[Records from a data collection]
══════════════════════════════
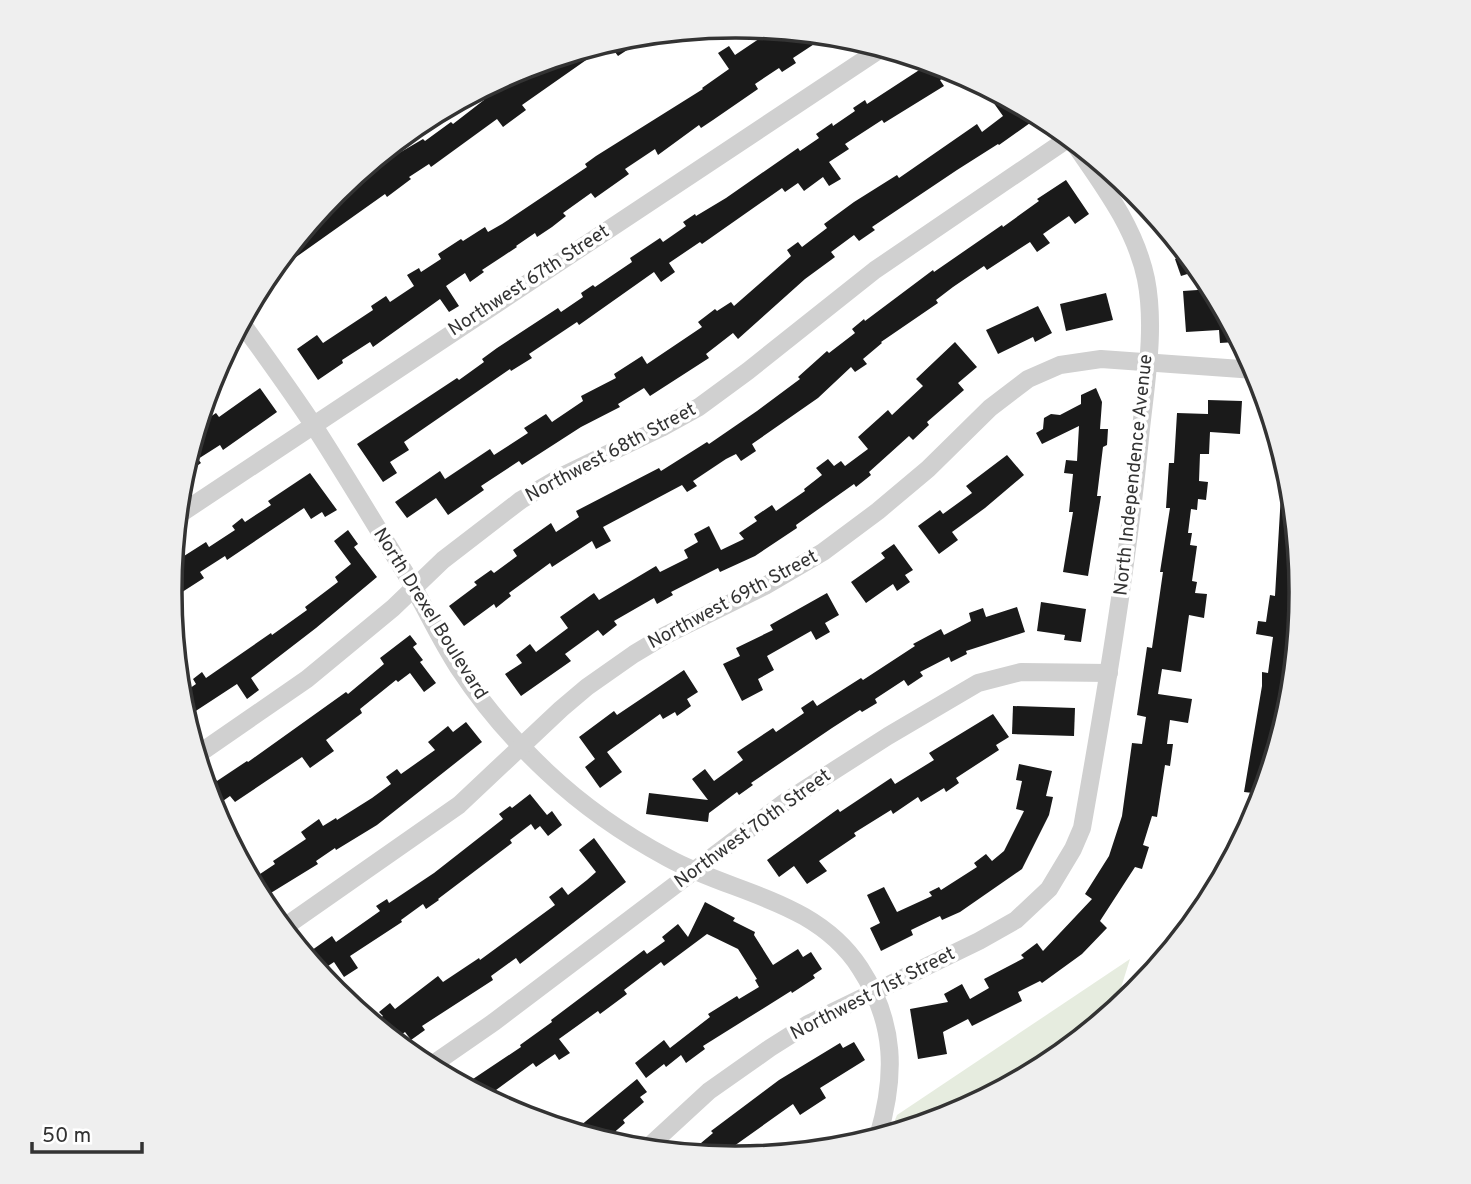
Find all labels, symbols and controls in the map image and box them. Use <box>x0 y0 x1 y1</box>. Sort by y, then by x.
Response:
street label: Northwest 67th Street <box>444 220 614 342</box>
street label: North Independence Avenue <box>1109 353 1159 597</box>
street label: Northwest 68th Street <box>522 398 700 508</box>
street label: North Drexel Boulevard <box>367 524 493 704</box>
street label: Northwest 69th Street <box>644 545 822 655</box>
street label: Northwest 70th Street <box>670 764 836 894</box>
street label: Northwest 71st Street <box>787 942 959 1046</box>
scale bar <box>32 1110 142 1154</box>
text: 50 m <box>42 1123 91 1150</box>

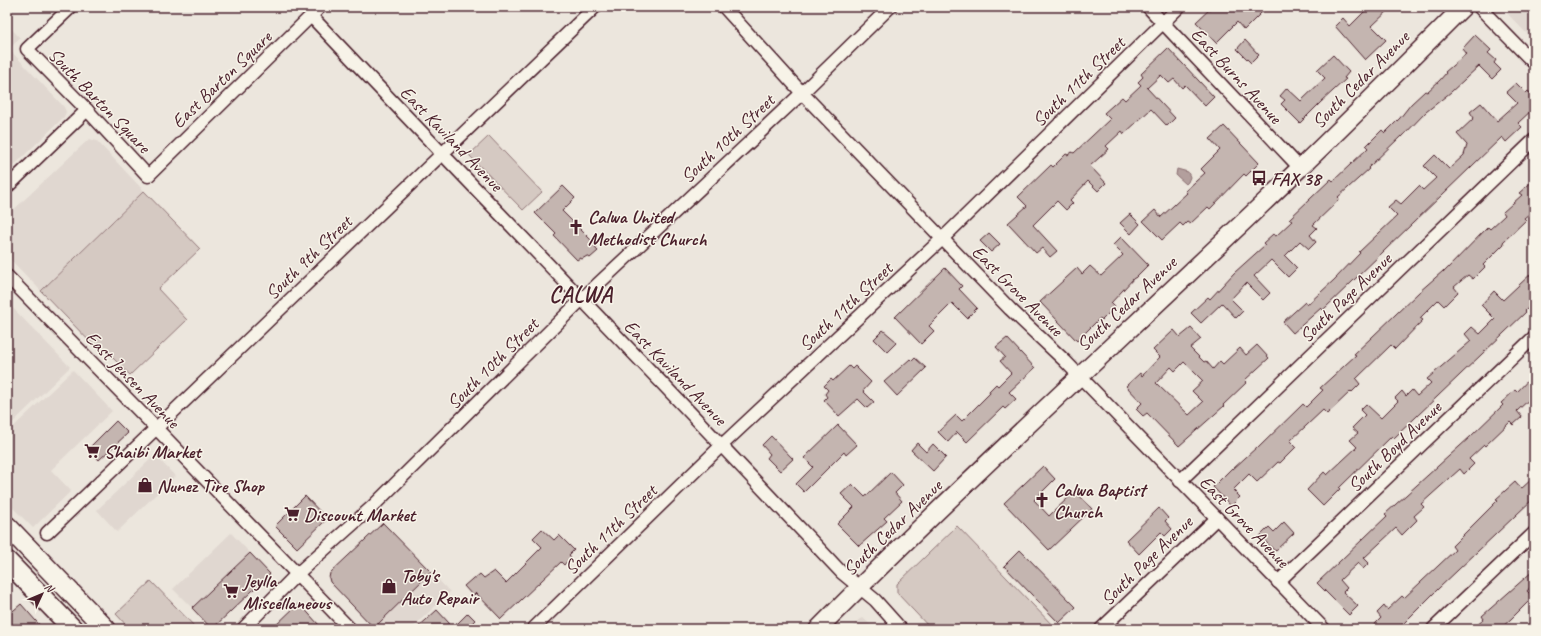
══════════════════════════════
[What the task requires]
A word-for-word copy of the data, without its pictures, is what is needed.

[Result of this exercise]
Find all labels, symbols and controls in the map image and box them. Use <box>x0 y0 x1 y1</box>. Sort by y, then by x.
Response:
street label: Northwest 67th Street <box>444 220 614 342</box>
street label: North Independence Avenue <box>1109 353 1159 597</box>
street label: Northwest 68th Street <box>522 398 700 508</box>
street label: North Drexel Boulevard <box>367 524 493 704</box>
street label: Northwest 69th Street <box>644 545 822 655</box>
street label: Northwest 70th Street <box>670 764 836 894</box>
street label: Northwest 71st Street <box>787 942 959 1046</box>
scale bar <box>32 1110 142 1154</box>
text: 50 m <box>42 1123 91 1150</box>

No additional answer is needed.